Reputation: 61
I wrote sample spark-scala program for creating list of json elements from dataframe. when i executed with main method it returns empty list but when i executed without object that extends app it returns list that contains records. what is the difference between extends App and main method in scala object
object DfToMap {
def main(args: Array[String]): Unit = {
val spark: SparkSession = SparkSession.builder()
.appName("Rnd")
.master("local[*]")
.getOrCreate()
import spark.implicits._
val df = Seq(
(8, "bat"),
(64, "mouse"),
(27, "horse")
).toDF("number", "word")
val json = df.toJSON
val jsonArray = new util.ArrayList[String]()
json.foreach(f => jsonArray.add(f))
print(jsonArray)
}
}
It will return empty list But following program gives me list with records
object DfToMap extends App{
val spark: SparkSession = SparkSession.builder()
.appName("Rnd")
.master("local[*]")
.getOrCreate()
import spark.implicits._
val df = Seq(
(8, "bat"),
(64, "mouse"),
(27, "horse")
).toDF("number", "word")
val json = df.toJSON
val jsonArray = new util.ArrayList[String]()
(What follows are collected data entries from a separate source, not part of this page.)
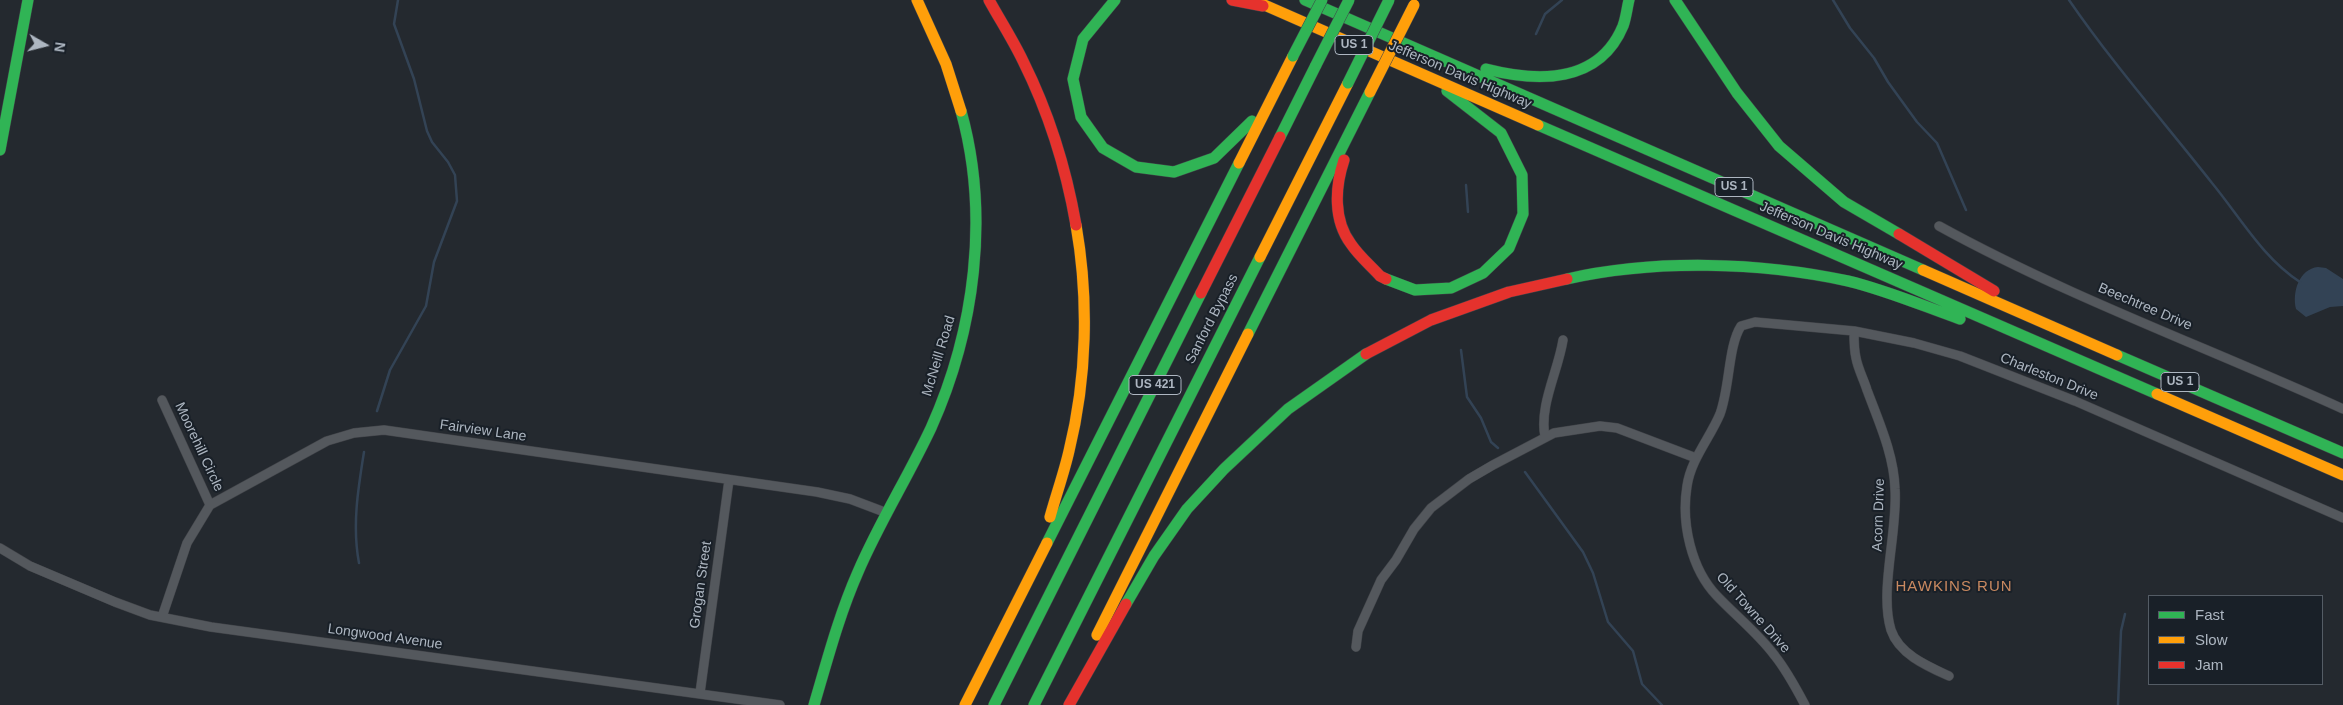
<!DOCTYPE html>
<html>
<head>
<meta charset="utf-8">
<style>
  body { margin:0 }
  #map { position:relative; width:2343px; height:705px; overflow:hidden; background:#24292f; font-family:Helvetica,sans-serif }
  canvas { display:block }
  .legend { position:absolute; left:2148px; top:595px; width:175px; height:90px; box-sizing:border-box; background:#192028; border:1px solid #545c65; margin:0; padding:6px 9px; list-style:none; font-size:15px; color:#adb6c1 }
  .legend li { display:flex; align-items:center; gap:10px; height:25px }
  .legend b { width:25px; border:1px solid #545c65 }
  .north { position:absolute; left:20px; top:20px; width:50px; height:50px; -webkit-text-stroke:4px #192028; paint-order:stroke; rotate:98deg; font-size:14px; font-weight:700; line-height:20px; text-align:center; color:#adb6c1 }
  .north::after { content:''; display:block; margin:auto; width:18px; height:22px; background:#adb6c1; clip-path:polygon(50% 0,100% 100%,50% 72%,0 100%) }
</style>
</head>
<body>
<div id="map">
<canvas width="2343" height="705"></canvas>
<ul class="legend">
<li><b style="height:6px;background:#30b455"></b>Fast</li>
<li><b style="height:6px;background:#ff9f0a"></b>Slow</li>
<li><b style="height:6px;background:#e5322d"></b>Jam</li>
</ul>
<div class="north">N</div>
</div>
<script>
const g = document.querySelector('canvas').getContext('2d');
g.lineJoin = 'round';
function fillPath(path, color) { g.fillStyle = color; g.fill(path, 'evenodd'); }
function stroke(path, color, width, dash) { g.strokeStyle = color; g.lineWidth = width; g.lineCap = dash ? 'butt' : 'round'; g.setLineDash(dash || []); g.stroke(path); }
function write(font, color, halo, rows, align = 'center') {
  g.font = font + ' Helvetica,sans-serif'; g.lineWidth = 4; g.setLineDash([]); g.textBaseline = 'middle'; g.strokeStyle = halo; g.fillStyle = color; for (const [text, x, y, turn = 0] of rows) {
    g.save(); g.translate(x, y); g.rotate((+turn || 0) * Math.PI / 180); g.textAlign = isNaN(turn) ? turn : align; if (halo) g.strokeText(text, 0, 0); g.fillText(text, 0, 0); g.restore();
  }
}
fillPath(new Path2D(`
  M2318 267 2326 268 2343 279V306L2330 307 2306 317 2296 309C2292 292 2299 269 2318 267Z`), '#334355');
stroke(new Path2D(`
  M1833 0 1850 28 1874 58 1888 82 1917 122 1937 143 1966 210
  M2069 0C2113 64 2164 122 2212 183 2240 217 2262 257 2300 282
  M1536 34 1545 14 1562 0
  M1466 185 1468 212
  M1461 350 1467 397 1481 418 1491 442 1498 448
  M377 411 390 370 426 306 434 262 457 201 455 175 448 162 432 142 427 131 414 79 394 24 398 0
  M1525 472 1583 552 1593 573 1608 622 1633 651 1642 684 1662 705
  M359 563C352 526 358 489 364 452
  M2118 705 2121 631 2125 614`), '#334355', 2.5);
const street = new Path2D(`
  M1939 226C2068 297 2209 348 2343 409
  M1854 331C1854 340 1854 350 1856 358 1858 369 1864 380 1867 390 1879 422 1894 455 1895 489 1898 531 1879 591 1891 630 1899 654 1927 666 1949 676
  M162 400 210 505
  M1545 437C1539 405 1558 372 1563 340
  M0 548 30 566 115 602 150 615 211 627 780 705
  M162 617 187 543 210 505 327 441 354 433 384 430 817 492 850 499 887 513
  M1356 647 1358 631 1381 580 1396 560 1414 529 1431 508 1469 479 1493 465 1554 433 1600 426 1617 428 1696 458
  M700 693 729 480
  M1805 705C1796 688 1787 671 1775 656 1759 634 1736 616 1717 596 1691 569 1681 523 1687 486 1691 459 1710 438 1720 414 1730 387 1728 346 1741 326L1755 322 1854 331 1914 343 1960 356 2075 401 2343 518`);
const fast = new Path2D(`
  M1115 0 1083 39 1073 79 1081 117 1103 148 1136 167 1174 172 1214 158 1252 121
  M1305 0 1923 270
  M1675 0 1737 93 1779 146 1844 202 1899 234
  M1486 69C1537 82 1599 84 1623 26 1626 18 1627 8 1629 0
  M1538 125 2157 394
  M1280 137 1316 65
  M0 150 28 0
  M1386 279 1415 290 1451 288 1483 273 1509 248 1523 214 1522 175 1501 133 1447 91
  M1567 279C1655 259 1760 262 1848 281 1886 290 1923 306 1960 319
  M1248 334 1370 92
  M2117 355 2343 453
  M1047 543 1239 163
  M1126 604 1154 556 1187 509 1224 469 1288 409 1366 354
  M814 705C827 661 839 615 858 572 879 523 908 477 931 428 975 330 990 215 961 111
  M994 705 1201 293
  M1034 705 1260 257`);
const slow = new Path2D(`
  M917 0 946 64 961 111
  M1253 0 1538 125
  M1239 163 1293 56
  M1260 257 1348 83
  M1923 270 2117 355
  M2157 394 2343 475
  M1050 517C1056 495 1064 473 1069 451 1087 378 1089 299 1076 225
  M1097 635 1248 334
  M965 705 1047 543`);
const jam = new Path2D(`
  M989 0C1000 20 1013 40 1023 61 1049 113 1066 168 1076 225
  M1232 0 1263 6
  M1344 160C1335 187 1333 220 1351 244 1359 256 1371 266 1380 276L1386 279
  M1899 234 1994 291
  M1201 293 1280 137
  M1366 354 1431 320 1509 292 1567 279
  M1069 705 1126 604`);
stroke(street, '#404348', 10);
stroke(fast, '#404348', 12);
stroke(slow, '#404348', 12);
stroke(jam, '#404348', 12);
stroke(street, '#54585d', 9);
stroke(fast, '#30b455', 11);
stroke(slow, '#ff9f0a', 11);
stroke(jam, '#e5322d', 11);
const fastBridge = new Path2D(`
  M1293 56 1322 0
  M1316 65 1349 0
  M1348 83 1389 0`);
const slowBridge = new Path2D(`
  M1370 92 1414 5`);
stroke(fastBridge, '#41454b', 12, []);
stroke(slowBridge, '#41454b', 12, []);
stroke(fastBridge, '#30b455', 11);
stroke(slowBridge, '#ff9f0a', 11);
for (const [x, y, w] of [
  [1354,45,38],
  [1734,187,38],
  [2180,382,38],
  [1155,385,52]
]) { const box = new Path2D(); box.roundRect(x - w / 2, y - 9.5, w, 19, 4); g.fillStyle = '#192028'; g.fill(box); stroke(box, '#adb6c1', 1); }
write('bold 12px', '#adb6c1', null, [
  ["US 1",1354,45],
  ["US 1",1734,187],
  ["US 1",2180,382],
  ["US 421",1155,385]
]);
write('14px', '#adb6c1', '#192028', [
  ["Jefferson Davis Highway",1460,75,23],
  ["Jefferson Davis Highway",1831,236,23],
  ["Beechtree Drive",2145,307,23],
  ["Sanford Bypass",1212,319,-63],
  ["McNeill Road",939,356,-73],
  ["Charleston Drive",2049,377,22],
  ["Fairview Lane",483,431,8],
  ["Moorehill Circle",199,447,65],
  ["Acorn Drive",1879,515,-88],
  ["Grogan Street",701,585,-82],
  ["Old Towne Drive",1753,613,48],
  ["Longwood Avenue",385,637,8]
]);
g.letterSpacing = '1px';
write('15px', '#c98960', '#192028', [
  ["HAWKINS RUN",1954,587]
]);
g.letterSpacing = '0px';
</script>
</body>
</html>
json.foreach(f => jsonArray.add(f))
print(jsonArray)
}
Upvotes: 5
Views: 2177
Reputation: 66
TL;DR Both snippets are not correct Spark programs, but one is just more incorrect than the other.
You've made two mistakes, both explained in the introductory Spark materials.
Due to it's nature Spark doesn't support applications extending App
- Quick Start - Self-Contained Applications
Note that applications should define a main() method instead of extending scala.App. Subclasses of scala.App may not work correctly.
Spark doesn't provide global shared memory therefore modifying global object is a closure is not supported - Spark Programming Guide - Understanding Closures
Upvotes: 5